Repurposing the Memory-promoting Meclofenoxate Hydrochloride as a Treatment for Parkinson's Disease through Integrative Multi-omics analysis

Parkinson's disease (PD) is a devastating neurodegenerative disorder with growing prevalence worldwide and, as yet, no effective treatment. Drug repurposing is invaluable for detecting novel PD therapeutics. Here, we compiled gene expression data from 1,231 healthy human brain samples and 357 samples across tissues, ethnicities, brain regions, Braak stages, and disease status. By integrating them with multiple-source genomic data, we found a PD-associated gene co-expression module, and its alignment with the CMAP database successfully identified drug candidates. Among these, meclofenoxate hydrochloride (MH) and sodium phenylbutyrate (SP) are indicated to be able to prevent mitochondria destruction, reduce lipid peroxidation and protect dopamine synthesis. MH was validated to prevent the neuronal death and synaptic damage, improve motor function, and reduce anhedonic and depressive-like behaviors of PD mice.
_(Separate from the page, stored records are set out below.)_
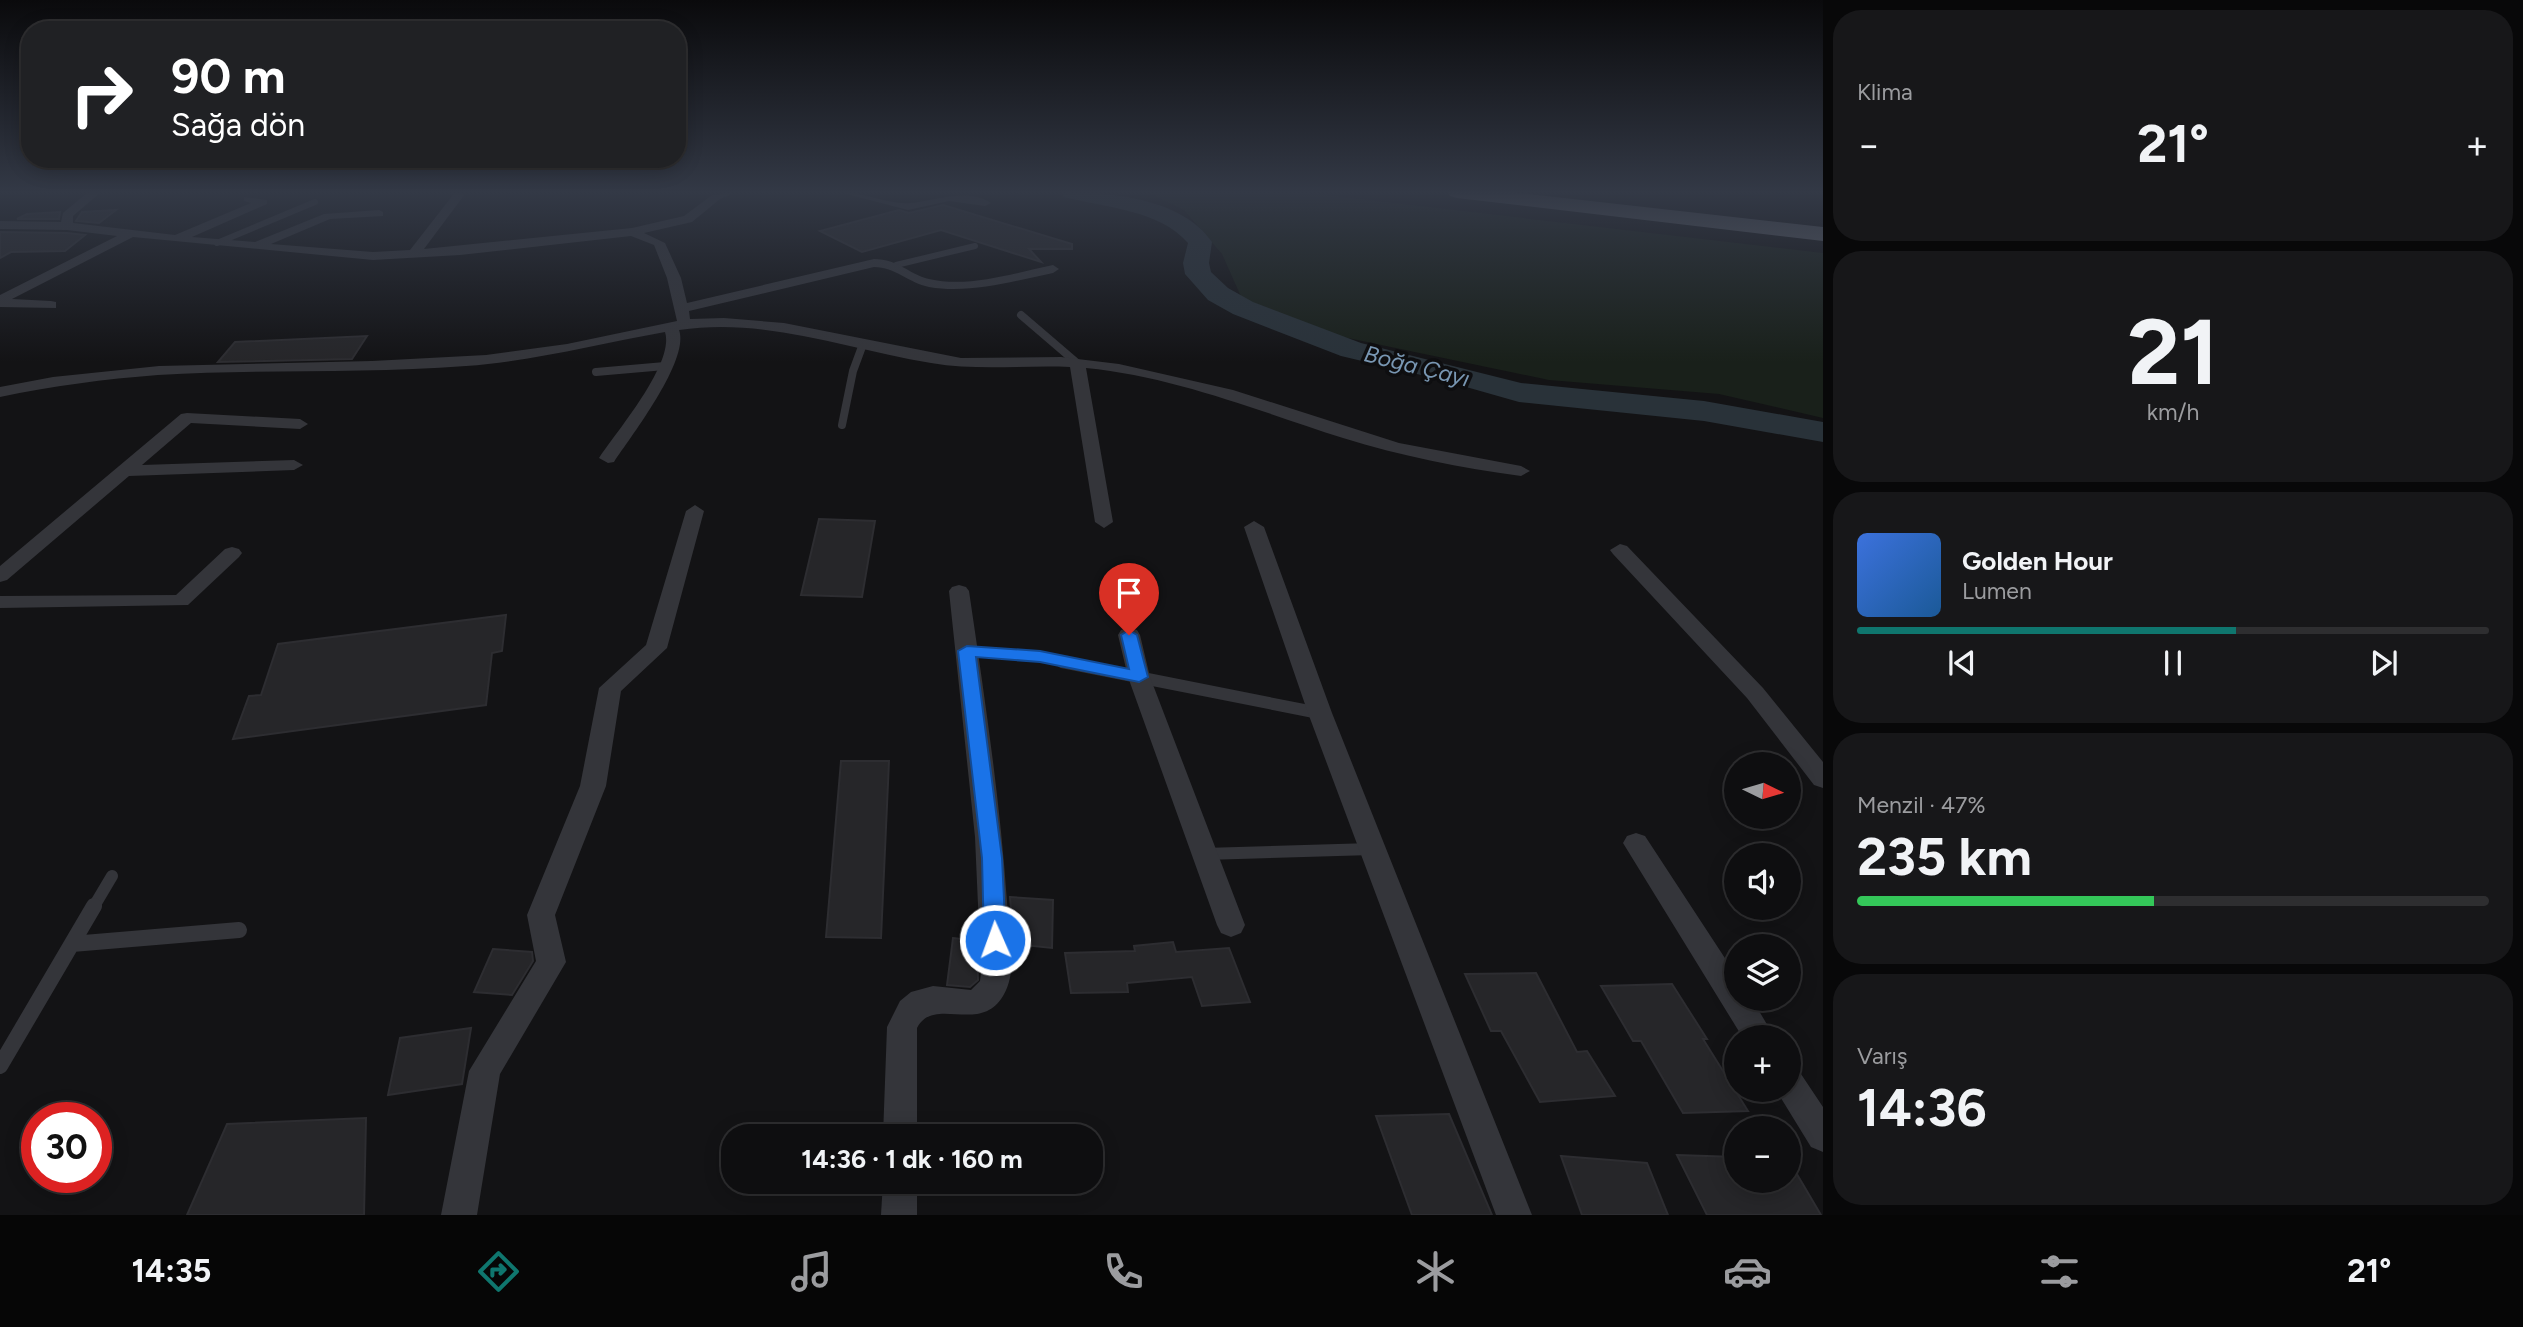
<!DOCTYPE html>
<html lang="tr">
<head>
<meta charset="utf-8">
<style>
  body { margin:0; font-family:Figtree,sans-serif; background:#171719; color:#f1f3f6; height:100vh; display:flex; flex-direction:column; font-size:26px; white-space:nowrap }
  * { box-sizing:border-box; margin:0 }
  p { font-size:23px; color:#9b9c9f }
  .icon { flex:none; width:38px; height:38px; fill:none; stroke:currentColor; stroke-width:2; stroke-linecap:round; stroke-linejoin:round }
  .map { position:relative; flex:1; overflow:hidden }
  .sheet { display:flex; flex-direction:column; gap:10px; padding:10px; background:#080809; width:700px }
  .sheet>* { flex:none }
  .guide { position:absolute; left:21px; top:21px; width:665px; height:147px; border-radius:28px; box-shadow:0 4px 18px #0003,0 0 0 2px #2e2e30; background:#202124; color:#fff; overflow:hidden }
  .needle { width:46px; rotate:95deg }
  .tools { position:absolute; left:1724px; top:752px; display:grid; gap:14px }
  .tools a { display:grid; place-items:center; width:77px; height:77px; border-radius:50%; background:#0e0e10; box-shadow:0 4px 18px #0003,0 0 0 2px #2e2e30; font-size:35px }
  .speed { position:absolute; left:21px; top:1102px; display:flex; gap:14px; font-size:35px; font-weight:700; text-align:center }
  .speed>* { display:grid; place-content:center; width:91px; height:91px; border-radius:50%; background:#0e0e10; box-shadow:0 4px 18px #0003,0 0 0 2px #2e2e30; line-height:1 }
  .speed .limit { border:10px solid #d22; background:#fff; color:#111 }
  .pin { position:absolute; display:grid; place-items:center; width:60px; height:60px; color:#fff; margin:-72px -30px; border-radius:50% 50% 50% 0; rotate:-45deg; box-shadow:0 0 7px #0007 }
  .pin .icon { rotate:45deg }
  .me { position:absolute; width:77px; margin:-38px; rotate:358deg; stroke-linejoin:round; filter:drop-shadow(0 0 5px #0008) }
  .turn { display:flex; align-items:center; gap:24px; height:147px; padding:0 35px; font-size:32px }
  .turn .icon { width:91px; height:91px; stroke-width:2.5 }
  .turn b { display:block; font-size:49px; line-height:60px }
  .big { font-size:52px; font-weight:700; line-height:1.1 }
  .sheet .widget { flex:1; display:flex; flex-direction:column; justify-content:center; gap:10px; min-width:0; padding:0 24px; border-radius:28px; background:#171719 }
  .sheet .dial { align-items:center; gap:0 }
  .dial b { font-size:91px; line-height:1 }
  .song { display:flex; align-items:center; gap:21px }
  .cover { width:84px; height:84px; border-radius:10px; background:linear-gradient(135deg,hsl(220 70% 55%),hsl(210 70% 35%)) }
  .played { height:7px; border-radius:4px; background:linear-gradient(90deg,#0f766e 60%,#2e2e30 60%) }
  .keys { display:flex; justify-content:space-around; direction:ltr }
  .heat { display:flex; justify-content:space-between; align-items:center; font-size:38px; direction:ltr }
  .charge { height:10px; border-radius:5px; background:linear-gradient(90deg,#34c759 47%,#2e2e30 0) }
  .trip { position:absolute; left:721px; top:1124px; width:382px; height:70px; border-radius:28px; background:#0e0e10; box-shadow:0 4px 18px #0003,0 0 0 2px #2e2e30; font-weight:700; line-height:70px; text-align:center }
  .tab-bar { display:flex; height:112px; justify-content:space-around; align-items:center; background:#060606; color:#9b9c9f }
  .tab-bar .icon { width:49px; height:49px }
  .tab-bar .on { color:#0f766e }
  .tab-bar b { font-size:32px; color:#f1f3f6 }
  main { display:flex; flex:1; min-height:0 }
  .map>svg:first-child { display:block }
</style>
</head>
<body>
<main>
<div class="map">
<svg width="1823" height="1215" viewBox="0 0 1823 1215">
  <rect width="100%" height="100%" fill="#131315"/>
  <path fill="#19201a" d="M1147,192H1300L1823,253V418L1719,394L1549,380L1343,337L1247,310L1222,254L1184,210Z"/>
  <g fill="none" stroke-linecap="round" stroke-linejoin="round">
    <path fill="#293239" fill-rule="evenodd" d="M1061,192C1110,192 1182,198 1212,242L1209,263L1211,272L1228,288L1253,302L1361,343L1521,383L1704,401L1823,422V442L1704,421L1519,402L1438,379L1341,356L1233,314L1208,300L1185,274L1183,263L1188,243C1160,210 1103,207 1064,197Z"/>
  </g>
  <path fill="#262629" stroke="#2d2d31" stroke-width="2" d="M943,205L1072,244V249H1029L1041,262L941,230L862,252L820,231L899,210L909,213Z
    M116,210L99,223L76,221L82,212Z
    M60,212L59,219H17L27,214Z
    M0,232L67,233L85,235L65,251L11,252L0,258Z
    M367,336L352,359L218,362L235,342Z
    M819,519L875,521L862,597L801,595Z
    M506,615L502,651L492,653L486,705L233,739L249,696L261,695L278,644Z
    M841,761H889L881,938L826,937Z
    M1010,897L1053,900L1052,948L1014,944Z
    M953,938L977,941L978,980L970,987L947,985Z
    M1173,942L1176,952L1229,948L1250,1002L1202,1006L1192,977L1127,983L1128,992L1071,993L1065,953L1135,951L1134,946Z
    M493,949L532,952L533,961L512,995L474,992Z
    M1536,973L1577,1052L1587,1051L1615,1096L1540,1102L1501,1031H1491L1465,974Z
    M1672,984L1707,1039H1703L1748,1111L1683,1113L1641,1041H1633L1601,986Z
    M471,1028L462,1084L388,1095L400,1038Z
    M1449,1114L1492,1215H1412L1376,1116Z
    M366,1118L364,1215H187L227,1124Z
    M1677,1155L1736,1157V1181H1788V1159L1821,1215H1707Z
    M1561,1156L1647,1163L1668,1215H1582Z"/>
  <g fill="none" stroke-linecap="round" stroke-linejoin="round">
    <path stroke="#34353a" stroke-width="6" d="M217,243L315,202
      M896,265L975,246"/>
    <path stroke="#34353a" stroke-width="8" d="M1021,315L1077,363
      M596,372L665,366
      M842,425L853,371L863,344"/>
    <path stroke="#34353a" stroke-width="10" d="M967,651L1039,657L1071,663"/>
    <path stroke="#34353a" stroke-width="12" d="M1062,662L1319,713
      M1204,854L1372,849
      M93,908L112,876"/>
    <path stroke="#34353a" stroke-width="16" d="M72,944L239,930
      M0,1066L94,906"/>
    <path fill="#34353a" fill-rule="evenodd" d="M88,192H101L73,216V223L175,235L251,203L244,201V197L267,200V204L192,237L255,242L324,214L379,210L383,212V216L330,219L271,244L373,252L410,250L453,195L450,192L465,194L424,249L632,228L684,216L712,195L736,192L720,199L692,222L644,233L665,243L681,278L687,303L874,259C899,259 908,274 929,279C969,288 1014,273 1053,265L1059,269L1053,273C1014,281 970,294 929,287C909,283 895,267 874,267L689,311L690,319L724,318L784,323L961,358L1061,357L1119,364L1233,390L1399,443L1521,466L1530,471L1521,476C1461,468 1401,456 1343,438C1258,411 1176,377 1086,368L1113,522L1104,528L1095,522L1070,367C1023,365 978,371 931,363C847,349 766,317 679,330C690,360 632,435 614,462L608,463L599,458C617,431 675,363 665,332C598,344 534,361 466,366C364,374 261,369 158,375C105,379 52,386 0,397V387L53,377L159,366L372,361L486,355L567,344L677,321L667,278L654,245L631,236L460,255L373,260L133,237L12,299L51,301L56,302V308L0,307V295L117,236L67,230L0,229V221L61,222L63,213Z
      M839,192C863,192 891,205 910,203C935,201 968,187 991,203L985,206L949,201L908,210Z
      M187,413L300,419L308,424L300,429L191,423L142,465L294,460L303,465L294,470L129,476L7,580L0,582V566L181,414Z
      M695,505L704,511L667,648L621,691L606,786L555,915L566,962L500,1074L477,1215H441L469,1071L536,961L527,915L580,786L599,688L646,645L686,511Z
      M1254,521L1264,527L1332,713L1532,1215H1496L1308,713L1244,527Z
      M1620,544L1627,546L1763,688L1823,762V788L1814,785L1747,698L1613,554L1610,550Z
      M232,547L239,549L242,553L239,557L188,605L0,608V596L176,595L225,549Z
      M959,585L966,587L969,591C984,694 1000,798 1007,902C1009,930 1019,970 1003,996C980,1035 934,995 917,1028V1136H883L887,1027L900,1001L911,992L933,986L971,990L980,981L981,973L975,837L949,591L952,587Z
      M1129,628L1137,630L1140,635L1150,677L1245,925L1241,933L1231,937L1221,933L1217,925L1128,677L1118,635L1121,630Z
      M1636,833L1645,836L1736,975V999H1752L1775,1038H1743L1623,843L1627,836Z
      M1788,1067L1799,1071L1823,1107V1152L1811,1147L1776,1090H1788Z
      M883,1181H917V1215H881Z"/>
    <path fill="#60636b" fill-rule="evenodd" d="M1447,192H1511L1823,227V241L1457,198L1450,196Z"/>
  </g>
  <linearGradient id="sky" x2="0" y2="1"><stop stop-color="#0a0a0c"/><stop offset="0.53" stop-color="#333946"/><stop offset="1" stop-color="#333946" stop-opacity="0"/></linearGradient>
  <rect width="1823" height="362" fill="url(#sky)"/>
  <path fill="#1a73e8" stroke="#114b97" stroke-width="2" d="M1129,630L1137,635L1148,677L1139,682L1040,662L976,657L1002,858L1006,940L1002,946L995,949L987,946L984,940L982,858L958,651L967,646L1040,651L1129,669L1121,635Z"/>
  <g text-anchor="middle" stroke-width="7" stroke-linejoin="round" paint-order="stroke">
    <g font-size="23" font-style="italic" fill="#7997b3" stroke="#0e0e10">
      <text transform="translate(1417 366) rotate(14)" y="8">Boğa Çayı</text>
    </g>
  </g>
</svg>
<div class="tools">
<a><svg class="needle" viewBox="-14 -14 28 28"><path d="M0-13l5 13h-10z" fill="#e53935"/><path d="M0 13l5-13h-10z" fill="#9b9c9f"/></svg></a>
<a><svg class="icon" aria-label="sound" viewBox="0 0 24 24"><path d="M4 9h4l5-4v14l-5-4H4zM17 9q2 3 0 6"/></svg></a>
<a><svg class="icon" aria-label="layers" viewBox="0 0 24 24"><path d="M12 4l9 5-9 5-9-5zM3 14l9 5 9-5"/></svg></a>
<a>+</a>
<a>−</a>
</div>
<div class="speed"><div class="limit">30</div></div>
<div class="pin" style="left:1129px;top:635px;background:#d93025"><svg class="icon" aria-label="arrive" viewBox="0 0 24 24"><path d="M6 21V4h12l-3 4 3 4H6"/></svg></div>
<svg class="me" style="left:995px;top:940px" viewBox="-20 -20 40 40"><circle r="17" fill="#1a73e8" stroke="#fff" stroke-width="3"/><path d="M0-11L8 9 0 5-8 9z" fill="#fff"/></svg>
<div class="trip">14:36 · 1 dk · 160 m</div>
<div class="guide">
<div class="turn"><svg class="icon" aria-label="right" viewBox="0 0 24 24"><path d="M7 20v-9h11M14 6l5 5-5 5"/></svg><div><b>90 m</b>Sağa dön</div></div>
</div>
</div>
<section class="sheet">
<div class="widget"><p>Klima</p>
<div class="heat"><a>−</a><b class="big">21°</b><a>+</a></div>
</div>
<div class="widget dial"><b>21</b><p>km/h</p></div>
<div class="widget">
<div class="song"><i class="cover"></i><div><b>Golden Hour</b><p>Lumen</p></div></div>
<div class="played"></div>
<div class="keys"><svg class="icon" aria-label="previous" viewBox="0 0 24 24"><path d="M18 5L8 12l10 7zM5 5v14"/></svg><svg class="icon" aria-label="pause" viewBox="0 0 24 24"><path d="M8 5v14M16 5v14"/></svg><svg class="icon" aria-label="next" viewBox="0 0 24 24"><path d="M6 5l10 7-10 7zM19 5v14"/></svg></div>
</div>
<div class="widget"><p>Menzil · 47%</p><b class="big">235 km</b><div class="charge"></div></div>
<div class="widget"><p>Varış</p><b class="big">14:36</b></div>
</section>
</main>
<nav class="tab-bar">
<b>14:35</b>
<svg class="icon on" aria-label="directions" viewBox="0 0 24 24"><path d="M12 3l9 9-9 9-9-9zM9 14v-3h6M13 9l2 2-2 2"/></svg>
<svg class="icon" aria-label="music" viewBox="0 0 24 24"><path d="M9 18V5l10-2v13"/><circle cx="6" cy="18" r="3"/><circle cx="16" cy="16" r="3"/></svg>
<svg class="icon" aria-label="phone" viewBox="0 0 24 24"><path d="M5 4h4l2 5-3 2q2 4 5 5l2-3 5 2v4C11 20 4 13 5 4z"/></svg>
<svg class="icon" aria-label="climate" viewBox="0 0 24 24"><path d="M12 3v18M4 7l16 10M4 17L20 7"/></svg>
<svg class="icon" aria-label="car" viewBox="0 0 24 24"><path d="M5 17H2v-5l4-1 3-4h7l3 4 3 1v5h-3M9 17h6M6 11h13"/><circle cx="7" cy="17" r="2"/><circle cx="17" cy="17" r="2"/></svg>
<svg class="icon" aria-label="filters" viewBox="0 0 24 24"><path d="M4 7h16M4 17h16"/><circle cx="9" cy="7" r="2"/><circle cx="15" cy="17" r="2"/></svg>
<b>21°</b>
</nav>
</body>
</html>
The interaction of MH with a PD-related protein, sigma1 was confirmed experimentally. Thus, our findings support MH potentially ameliorating PD by interacting with sigma1. Overall design: To explore drug repurposing for Parkinson's Disease (PD), we developed a computational framework called iGOLD, which integrates multi-source genomic data with gene co-expression modules (Figure 1). This framework (available at https://github.com/fanc232CO/iGOLD_pipline) was used to identify gene co-expression modules affected by PD-related genes and SNPs. We evaluated the gene co-expression modules that were significantly enriched in PD-associated genes and SNPs through conservation analysis using seven gene expression datasets spanning various ethnicities, brain regions, tissues, Braak stages, and PD disease status. The highly conserved modules were then utilized for drug discovery. Subsequent experiments involved rotenone-induced primary neuronal cells and a mouse model to assess the efficacy of the identified drugs in promoting neuronal survival, enhancing hippocampal function, and modifying PD-related behaviors.